Task objective: The answer consists only of the lines from the beginning of the listing below to the line holding "position:absolute; left:471px; top:102px;", inclusive, with every picture removed.

======== Supplied material

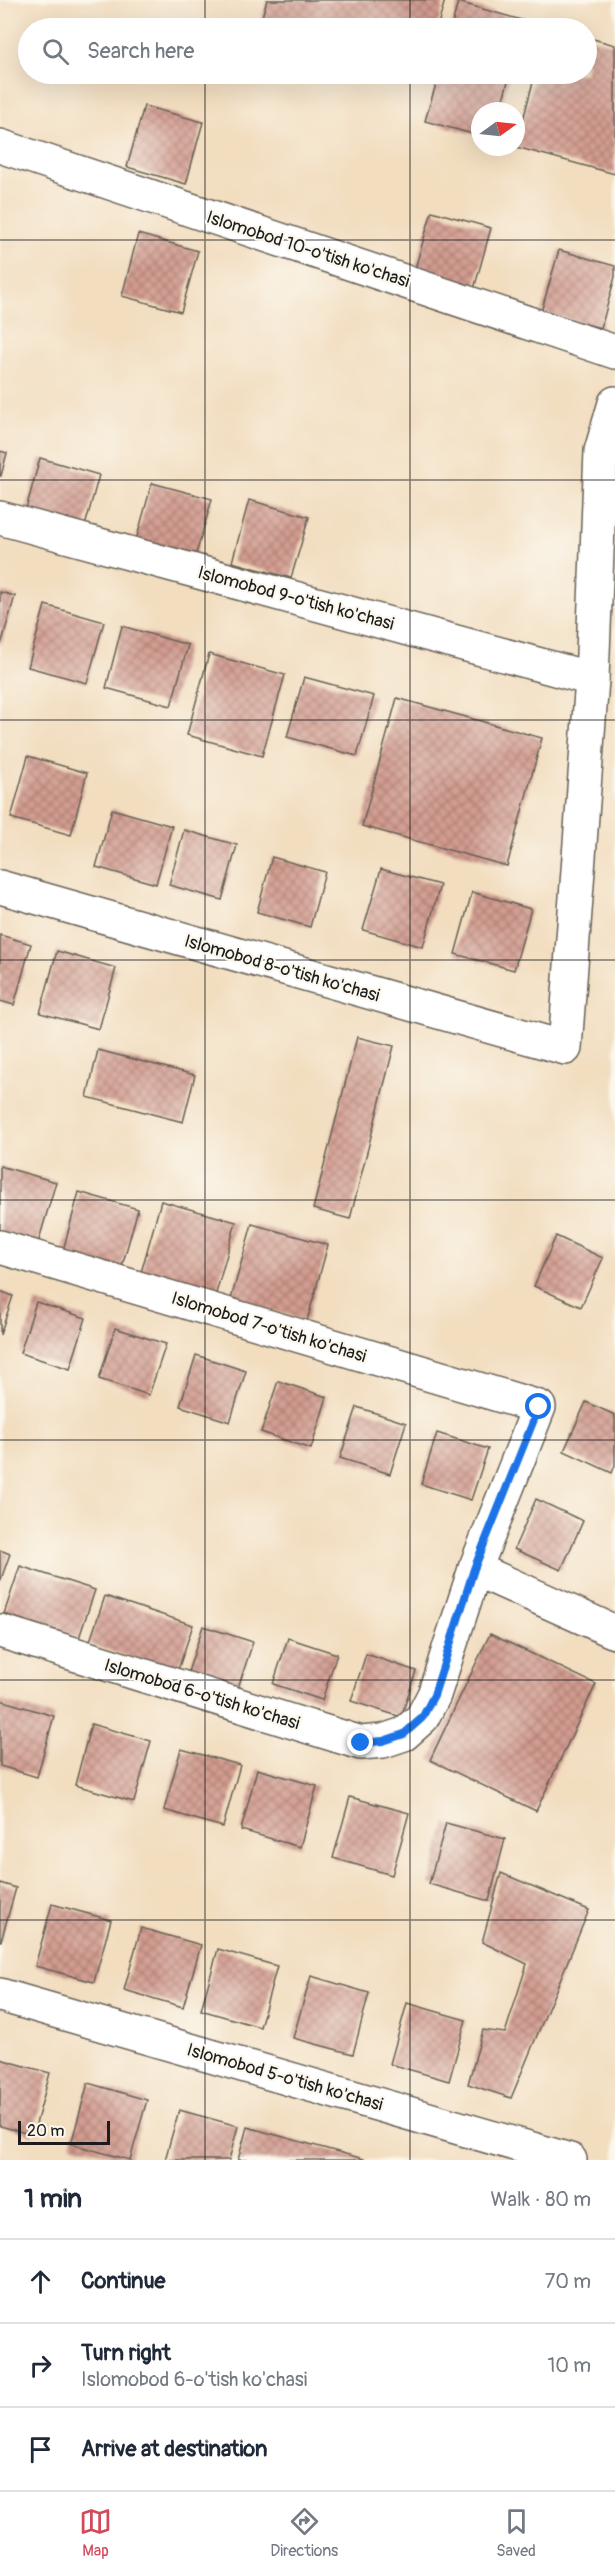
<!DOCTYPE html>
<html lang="en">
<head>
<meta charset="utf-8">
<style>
	:root { --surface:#fff; --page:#f6f6f7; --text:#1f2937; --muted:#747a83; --line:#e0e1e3; --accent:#d1495b }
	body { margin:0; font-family:Pangolin,sans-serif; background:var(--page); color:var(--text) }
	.compass { position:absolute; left:471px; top:102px; width:54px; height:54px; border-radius:50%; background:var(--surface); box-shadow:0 6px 24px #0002; rotate:75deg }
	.scale { position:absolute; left:18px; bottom:15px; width:92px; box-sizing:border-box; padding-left:6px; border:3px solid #1c1c1c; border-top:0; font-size:16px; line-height:21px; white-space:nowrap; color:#1c1c1c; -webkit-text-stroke:4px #fbf7ec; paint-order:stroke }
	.stop { position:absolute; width:18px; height:18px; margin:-14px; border:4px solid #1a73e8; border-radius:50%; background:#fff }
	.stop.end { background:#1a73e8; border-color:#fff; box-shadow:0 2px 6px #0008 }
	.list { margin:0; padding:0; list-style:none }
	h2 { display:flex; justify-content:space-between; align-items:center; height:78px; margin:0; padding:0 24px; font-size:26px }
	h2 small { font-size:20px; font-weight:400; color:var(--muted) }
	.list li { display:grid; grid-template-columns:39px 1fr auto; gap:18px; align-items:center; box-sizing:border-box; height:84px; padding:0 24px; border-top:2px solid var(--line) }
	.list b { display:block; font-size:22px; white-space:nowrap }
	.list p { margin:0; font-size:20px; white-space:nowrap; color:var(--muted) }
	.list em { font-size:20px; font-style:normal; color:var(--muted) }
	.icon { flex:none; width:33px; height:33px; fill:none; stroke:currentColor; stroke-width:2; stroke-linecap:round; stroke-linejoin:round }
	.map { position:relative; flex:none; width:615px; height:2160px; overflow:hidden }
	.search { position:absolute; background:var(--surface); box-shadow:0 6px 24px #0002; left:18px; right:18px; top:18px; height:66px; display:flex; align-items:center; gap:15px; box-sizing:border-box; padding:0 21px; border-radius:33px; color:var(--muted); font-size:22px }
	.sheet { height:330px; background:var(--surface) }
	nav { display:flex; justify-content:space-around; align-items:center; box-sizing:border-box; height:84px; border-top:2px solid var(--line); background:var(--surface); font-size:16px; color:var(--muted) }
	nav a { display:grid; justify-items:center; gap:3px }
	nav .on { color:var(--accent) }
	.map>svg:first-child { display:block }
</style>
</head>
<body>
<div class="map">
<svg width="615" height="2160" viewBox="0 0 615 2160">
	<defs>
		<pattern id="building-cross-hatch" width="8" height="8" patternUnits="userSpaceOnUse" patternTransform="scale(1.5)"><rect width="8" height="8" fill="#d39c90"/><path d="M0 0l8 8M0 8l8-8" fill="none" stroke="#aa7e75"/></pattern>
	</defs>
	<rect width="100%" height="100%" fill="#fbf7ec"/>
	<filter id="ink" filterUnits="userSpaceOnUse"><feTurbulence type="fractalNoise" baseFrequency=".0167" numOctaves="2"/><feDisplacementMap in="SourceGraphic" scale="12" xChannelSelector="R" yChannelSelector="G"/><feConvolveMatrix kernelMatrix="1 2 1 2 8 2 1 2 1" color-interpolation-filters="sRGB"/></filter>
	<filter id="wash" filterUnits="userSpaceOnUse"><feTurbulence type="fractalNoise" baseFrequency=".008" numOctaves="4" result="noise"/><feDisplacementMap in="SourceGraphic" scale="24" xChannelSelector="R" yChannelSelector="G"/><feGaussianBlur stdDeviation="1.35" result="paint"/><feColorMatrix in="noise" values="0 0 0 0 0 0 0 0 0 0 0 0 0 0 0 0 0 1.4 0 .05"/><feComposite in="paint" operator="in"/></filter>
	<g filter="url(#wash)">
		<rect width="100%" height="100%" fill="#f2ddbf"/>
		<g id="blocks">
			<g fill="url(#building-cross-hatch)">
				<polygon points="267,0 445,0 437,28 266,28 259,27"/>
				<polygon points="458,2 525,21 523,28 451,28"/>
				<polygon points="586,37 615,45 615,174 516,147 535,74 586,74"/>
				<polygon points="439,74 510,74 500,111 480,111 480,136 425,121"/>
				<polygon points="144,106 203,122 186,184 127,167"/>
				<polygon points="432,211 491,228 474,289 414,272"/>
				<polygon points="138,234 198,251 181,312 122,296"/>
				<polygon points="559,250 615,266 615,277 601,328 541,312"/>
				<polygon points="0,451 7,453 1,476 0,476"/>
				<polygon points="40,458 99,475 82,537 23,520"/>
				<polygon points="152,483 212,499 194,561 135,544"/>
				<polygon points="249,500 309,517 291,578 232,562"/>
				<polygon points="0,592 15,596 1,645 0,645"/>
				<polygon points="45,605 104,622 87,683 28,667"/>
				<polygon points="122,626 188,645 171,706 106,688"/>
				<polygon points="209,654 285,675 262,756 187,735"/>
				<polygon points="304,677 374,696 357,756 287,737"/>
				<polygon points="397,698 542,738 507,866 362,826"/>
				<polygon points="28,756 87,773 71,835 11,818"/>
				<polygon points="112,809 172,826 156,884 96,867"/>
				<polygon points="184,830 237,845 222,900 169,885"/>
				<polygon points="272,857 325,872 310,927 257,912"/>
				<polygon points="381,869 440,885 423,947 363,930"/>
				<polygon points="472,892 531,909 514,970 455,954"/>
				<polygon points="0,935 31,944 14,1005 0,1001"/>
				<polygon points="57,951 116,968 99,1029 40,1013"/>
				<polygon points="357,1037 394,1046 350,1219 313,1209"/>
				<polygon points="98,1050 195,1075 183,1122 87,1097"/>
				<polygon points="0,1166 56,1182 38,1243 0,1233"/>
				<polygon points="79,1192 138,1209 121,1270 62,1254"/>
				<polygon points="161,1201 236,1222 215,1297 140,1276"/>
				<polygon points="252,1224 328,1245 307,1321 231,1299"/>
				<polygon points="556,1236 603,1258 581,1307 534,1286"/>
				<polygon points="0,1291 13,1296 0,1335"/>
				<polygon points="36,1302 86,1318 70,1369 20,1353"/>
				<polygon points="115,1328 166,1344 149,1395 99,1379"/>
				<polygon points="196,1355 246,1371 230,1422 180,1406"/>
				<polygon points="278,1381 327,1397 311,1449 261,1432"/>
				<polygon points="586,1402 615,1415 615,1465 612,1473 564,1451"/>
				<polygon points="357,1407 406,1423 390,1474 340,1458"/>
				<polygon points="437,1433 488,1449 471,1500 421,1484"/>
				<polygon points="536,1499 583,1521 561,1570 514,1549"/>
				<polygon points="0,1550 10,1554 0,1582"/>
				<polygon points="20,1566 95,1590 79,1638 4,1614"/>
				<polygon points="105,1596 193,1625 177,1673 89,1644"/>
				<polygon points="203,1626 253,1642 238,1688 188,1672"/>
				<polygon points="490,1634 596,1684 536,1811 430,1760"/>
				<polygon points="288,1638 337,1654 322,1700 273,1684"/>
				<polygon points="366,1654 416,1671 401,1717 351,1701"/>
				<polygon points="0,1700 54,1716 37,1777 0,1766"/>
				<polygon points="91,1724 151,1741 134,1802 75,1785"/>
				<polygon points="181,1749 240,1765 223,1827 164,1810"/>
				<polygon points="257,1769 317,1786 300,1847 241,1830"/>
				<polygon points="350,1797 409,1813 392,1875 333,1858"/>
				<polygon points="446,1823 505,1839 489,1901 429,1884"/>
				<polygon points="501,1873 589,1910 511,2098 468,2084 483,2030 505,2033 527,1964 482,1942"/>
				<polygon points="0,1883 16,1888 1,1941 0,1941"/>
				<polygon points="52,1904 111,1920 94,1982 35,1966"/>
				<polygon points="141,1928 201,1945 183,2007 124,1990"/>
				<polygon points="218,1949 277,1966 260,2027 201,2010"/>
				<polygon points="311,1976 369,1993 353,2054 293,2038"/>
				<polygon points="407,2003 466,2020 449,2081 390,2064"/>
				<polygon points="0,2059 50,2073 33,2135 0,2126"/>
				<polygon points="88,2083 147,2100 130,2160 71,2144"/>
				<polygon points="179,2110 238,2126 229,2160 165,2160"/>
				<polygon points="247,2127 364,2159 364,2160 238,2160"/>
			</g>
		</g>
	</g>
	<g filter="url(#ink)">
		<use href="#blocks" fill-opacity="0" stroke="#676055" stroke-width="1.5"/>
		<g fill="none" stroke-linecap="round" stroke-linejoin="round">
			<defs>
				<g id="minor">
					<polyline points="0,146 615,352"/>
					<polyline points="0,518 592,679"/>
					<polyline points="0,887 565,1048 592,679 601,451 615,403"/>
					<polyline points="0,1247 539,1407 475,1569 434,1695 422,1718 404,1734 383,1741 361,1743 0,1631"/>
					<polyline points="475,1569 615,1632"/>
					<polyline points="0,1995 570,2160"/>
				</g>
			</defs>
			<use href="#minor" stroke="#676055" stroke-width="36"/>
			<use href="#minor" stroke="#fff" stroke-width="33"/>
		</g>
	</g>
	<g fill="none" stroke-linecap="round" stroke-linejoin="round" filter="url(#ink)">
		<polyline stroke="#1a73e8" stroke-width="8" points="361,1743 383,1741 404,1734 422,1718 434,1695 474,1569 539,1407"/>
	</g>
	<path fill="none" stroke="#1c1c1c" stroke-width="1.5" stroke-opacity="0.55" d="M205,0V28M410,0V28M205,74V2160M410,74V2160M0,240H615M0,480H615M0,720H615M0,960H615M0,1200H615M0,1440H615M0,1680H615M0,1920H615"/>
	<g text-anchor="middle" stroke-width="4.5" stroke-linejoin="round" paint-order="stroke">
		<g font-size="18" fill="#1c1c1c" stroke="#fbf7ec">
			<text transform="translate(308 249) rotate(18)" y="6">Islomobod 10-o'tish ko'chasi</text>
			<text transform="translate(296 598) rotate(15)" y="6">Islomobod 9-o'tish ko'chasi</text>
			<text transform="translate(282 968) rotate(16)" y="6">Islomobod 8-o'tish ko'chasi</text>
			<text transform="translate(269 1327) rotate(17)" y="6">Islomobod 7-o'tish ko'chasi</text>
			<text transform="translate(202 1694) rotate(17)" y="6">Islomobod 6-o'tish ko'chasi</text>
			<text transform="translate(285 2077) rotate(16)" y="6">Islomobod 5-o'tish ko'chasi</text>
		</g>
	</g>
</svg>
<svg class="compass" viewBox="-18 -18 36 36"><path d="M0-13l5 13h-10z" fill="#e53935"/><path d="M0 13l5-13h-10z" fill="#747a83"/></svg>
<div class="scale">20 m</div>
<div class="stop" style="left:539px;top:1407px"></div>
<div class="stop end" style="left:361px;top:1743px"></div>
<div class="search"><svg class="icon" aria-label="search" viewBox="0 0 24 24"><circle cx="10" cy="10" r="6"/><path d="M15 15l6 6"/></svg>Search here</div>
</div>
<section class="sheet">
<h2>1 min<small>Walk · 80 m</small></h2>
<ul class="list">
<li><svg class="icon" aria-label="ahead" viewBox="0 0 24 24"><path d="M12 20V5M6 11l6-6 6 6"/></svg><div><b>Continue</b></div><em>70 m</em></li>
<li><svg class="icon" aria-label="right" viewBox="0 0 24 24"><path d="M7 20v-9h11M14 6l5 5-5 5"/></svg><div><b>Turn right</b><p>Islomobod 6-o'tish ko'chasi</p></div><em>10 m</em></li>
<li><svg class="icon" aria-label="arrive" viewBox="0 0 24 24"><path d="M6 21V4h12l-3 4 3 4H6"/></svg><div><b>Arrive at destination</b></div></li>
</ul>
</section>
<nav>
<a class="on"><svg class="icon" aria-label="map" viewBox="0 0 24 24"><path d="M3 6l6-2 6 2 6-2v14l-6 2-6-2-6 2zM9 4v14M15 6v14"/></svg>Map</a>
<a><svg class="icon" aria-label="directions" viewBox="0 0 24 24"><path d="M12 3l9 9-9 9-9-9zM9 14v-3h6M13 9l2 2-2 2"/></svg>Directions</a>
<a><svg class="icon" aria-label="saved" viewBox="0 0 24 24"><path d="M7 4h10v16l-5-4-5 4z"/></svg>Saved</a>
</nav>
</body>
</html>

================

Exercise result:
<!DOCTYPE html>
<html lang="en">
<head>
<meta charset="utf-8">
<style>
	:root { --surface:#fff; --page:#f6f6f7; --text:#1f2937; --muted:#747a83; --line:#e0e1e3; --accent:#d1495b }
	body { margin:0; font-family:Pangolin,sans-serif; background:var(--page); color:var(--text) }
	.compass { position:absolute; left:471px; top:102px; width:54px; height:54px; border-radius:50%; background:var(--surface); box-shadow:0 6px 24px #0002; rotate:75deg }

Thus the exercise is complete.